What the task asks:
Your answer must be the full listing, reproduced exactly, minus any pictures.

Data:
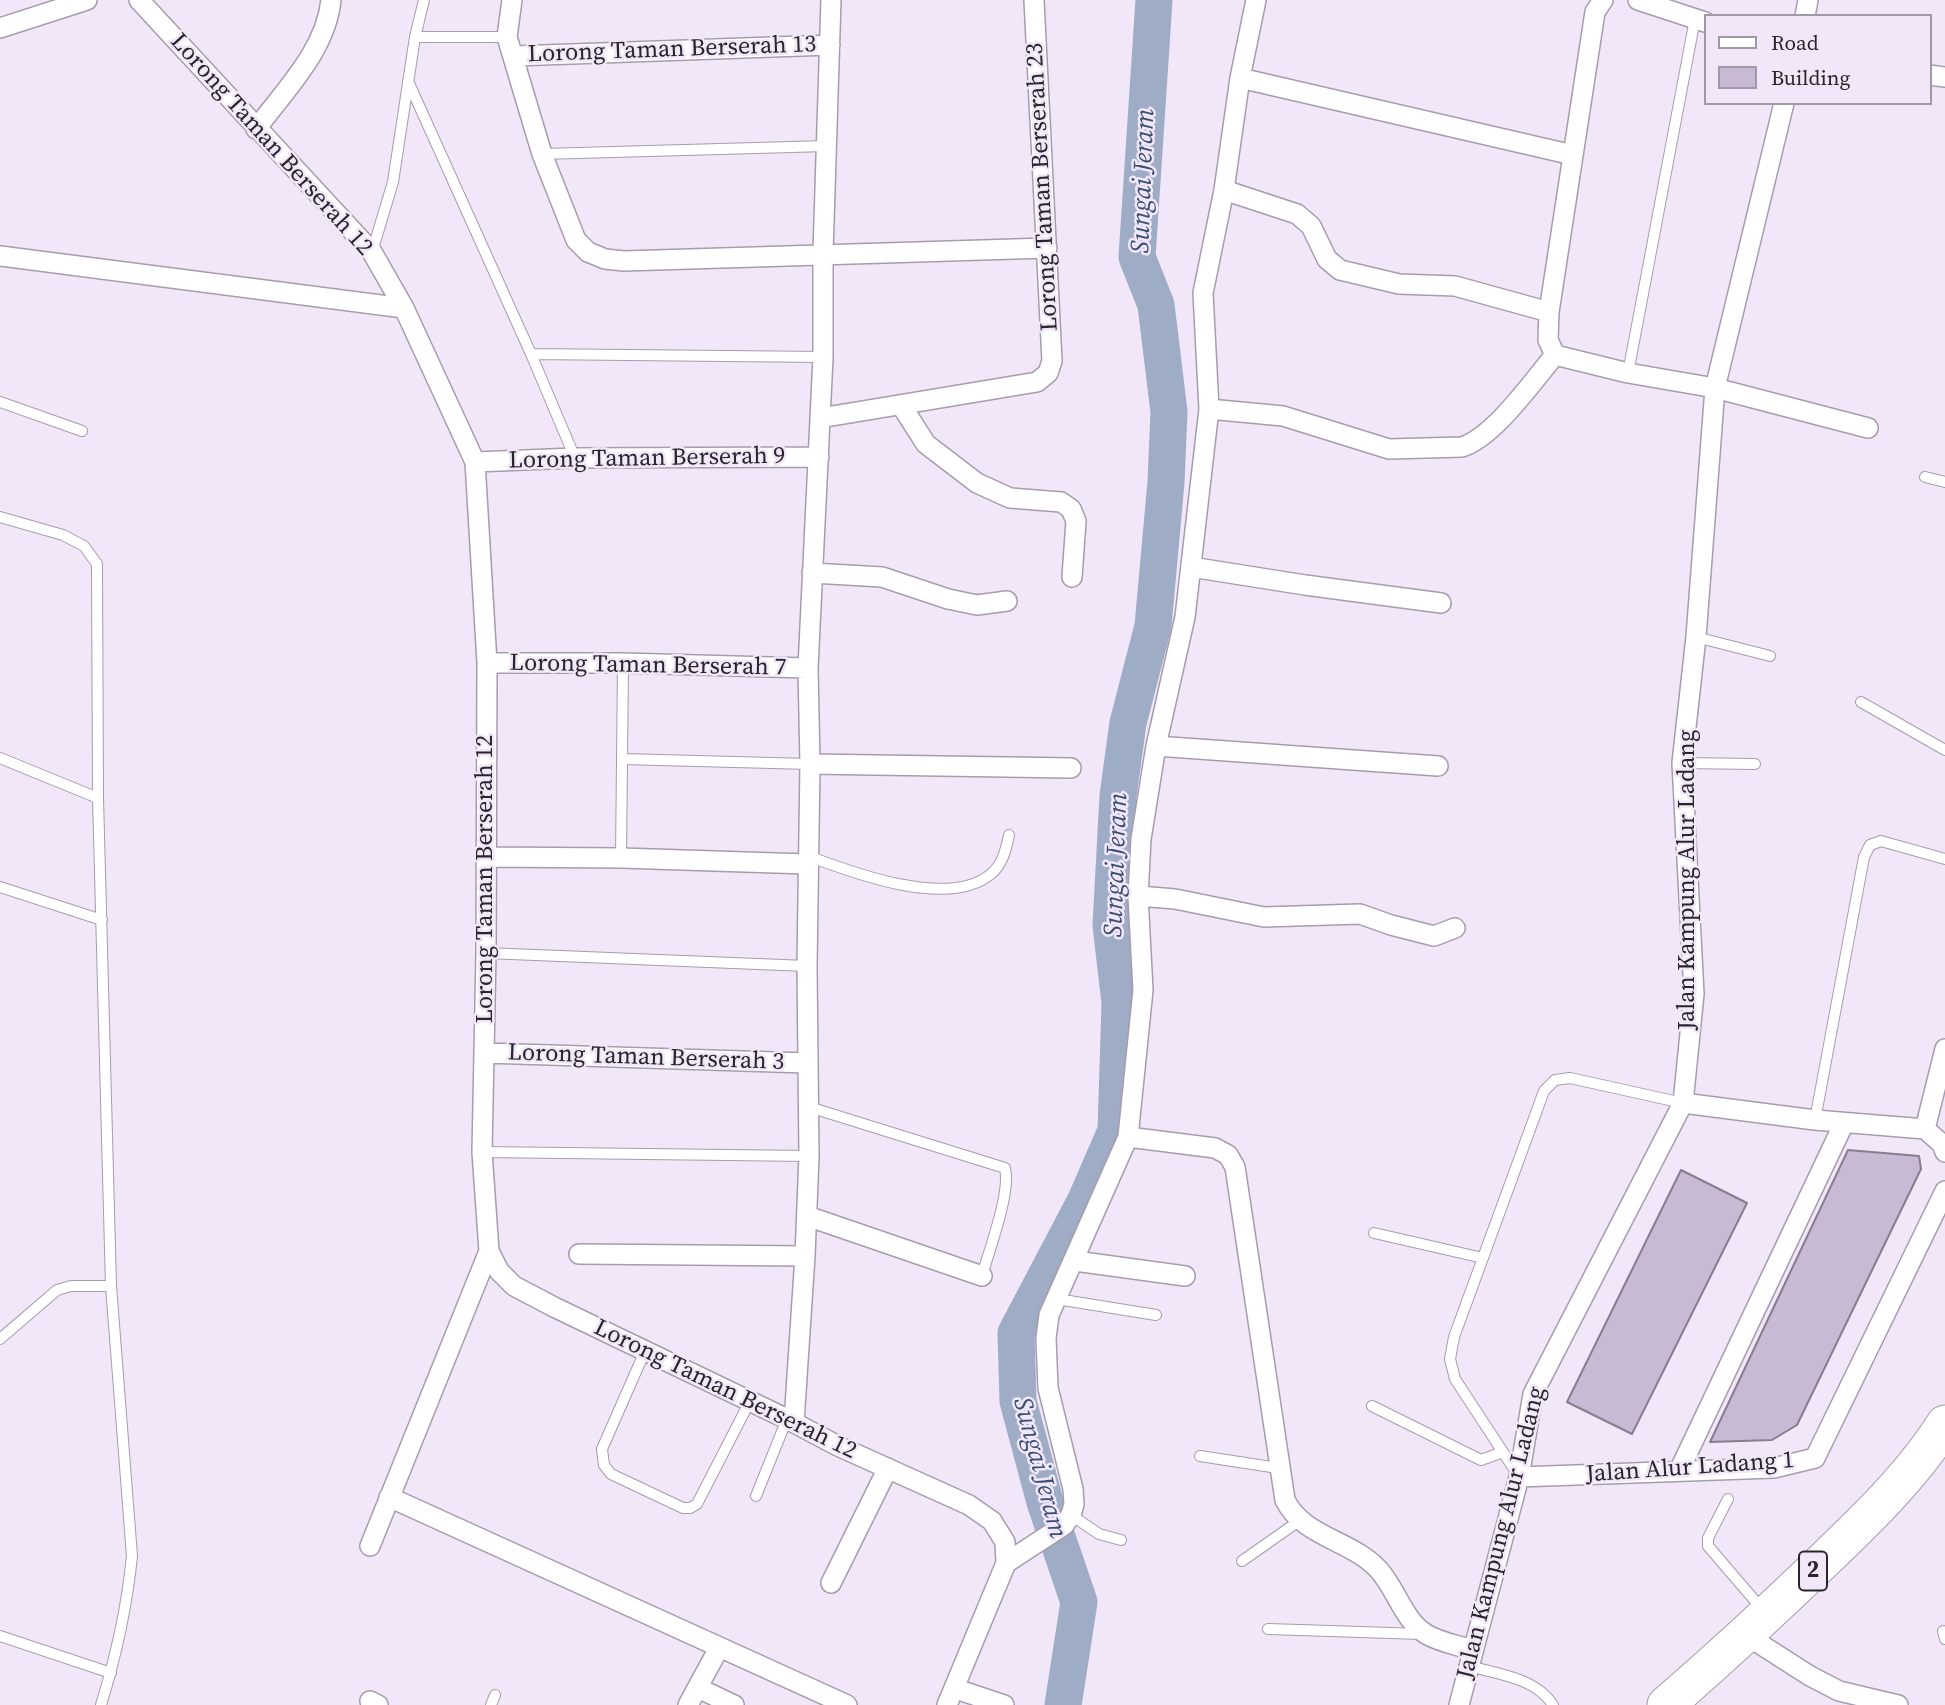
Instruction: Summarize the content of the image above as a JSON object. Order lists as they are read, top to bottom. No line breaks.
{"streets":{"highway":["2"],"street":["Lorong Taman Berserah 13","Lorong Taman Berserah 12","Lorong Taman Berserah 23","Lorong Taman Berserah 9","Lorong Taman Berserah 7","Jalan Kampung Alur Ladang","Lorong Taman Berserah 3","Jalan Alur Ladang 1"]},"crossings":[["Lorong Taman Berserah 12","Lorong Taman Berserah 9"],["Lorong Taman Berserah 12","Lorong Taman Berserah 7"],["Lorong Taman Berserah 12","Lorong Taman Berserah 3"],["Jalan Kampung Alur Ladang","Jalan Alur Ladang 1"]],"water":["Sungai Jeram"],"legend":["Road","Building"]}
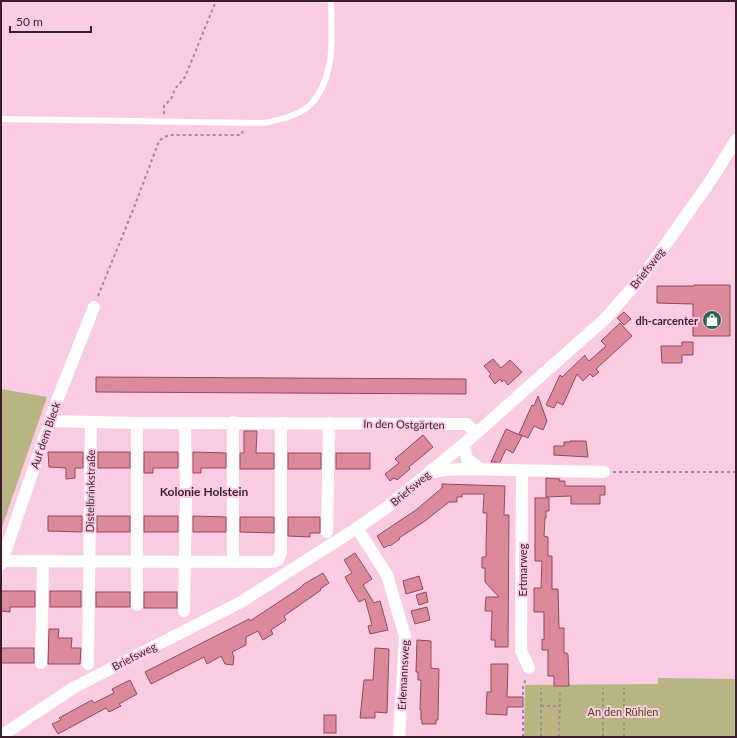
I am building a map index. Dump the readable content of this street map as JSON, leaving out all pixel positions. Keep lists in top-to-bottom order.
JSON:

Exercise result:
Instruction: Summarize the content of the image above as a JSON object. Order lists as they are read, top to bottom. No line breaks.
{"streets":{"highway":["2"],"street":["Lorong Taman Berserah 13","Lorong Taman Berserah 12","Lorong Taman Berserah 23","Lorong Taman Berserah 9","Lorong Taman Berserah 7","Jalan Kampung Alur Ladang","Lorong Taman Berserah 3","Jalan Alur Ladang 1"]},"crossings":[["Lorong Taman Berserah 12","Lorong Taman Berserah 9"],["Lorong Taman Berserah 12","Lorong Taman Berserah 7"],["Lorong Taman Berserah 12","Lorong Taman Berserah 3"],["Jalan Kampung Alur Ladang","Jalan Alur Ladang 1"]],"water":["Sungai Jeram"],"legend":["Road","Building"]}
I am building a map index. Dump the readable content of this street map as JSON, leaving out all pixel positions. Keep lists in top-to-bottom order.
JSON:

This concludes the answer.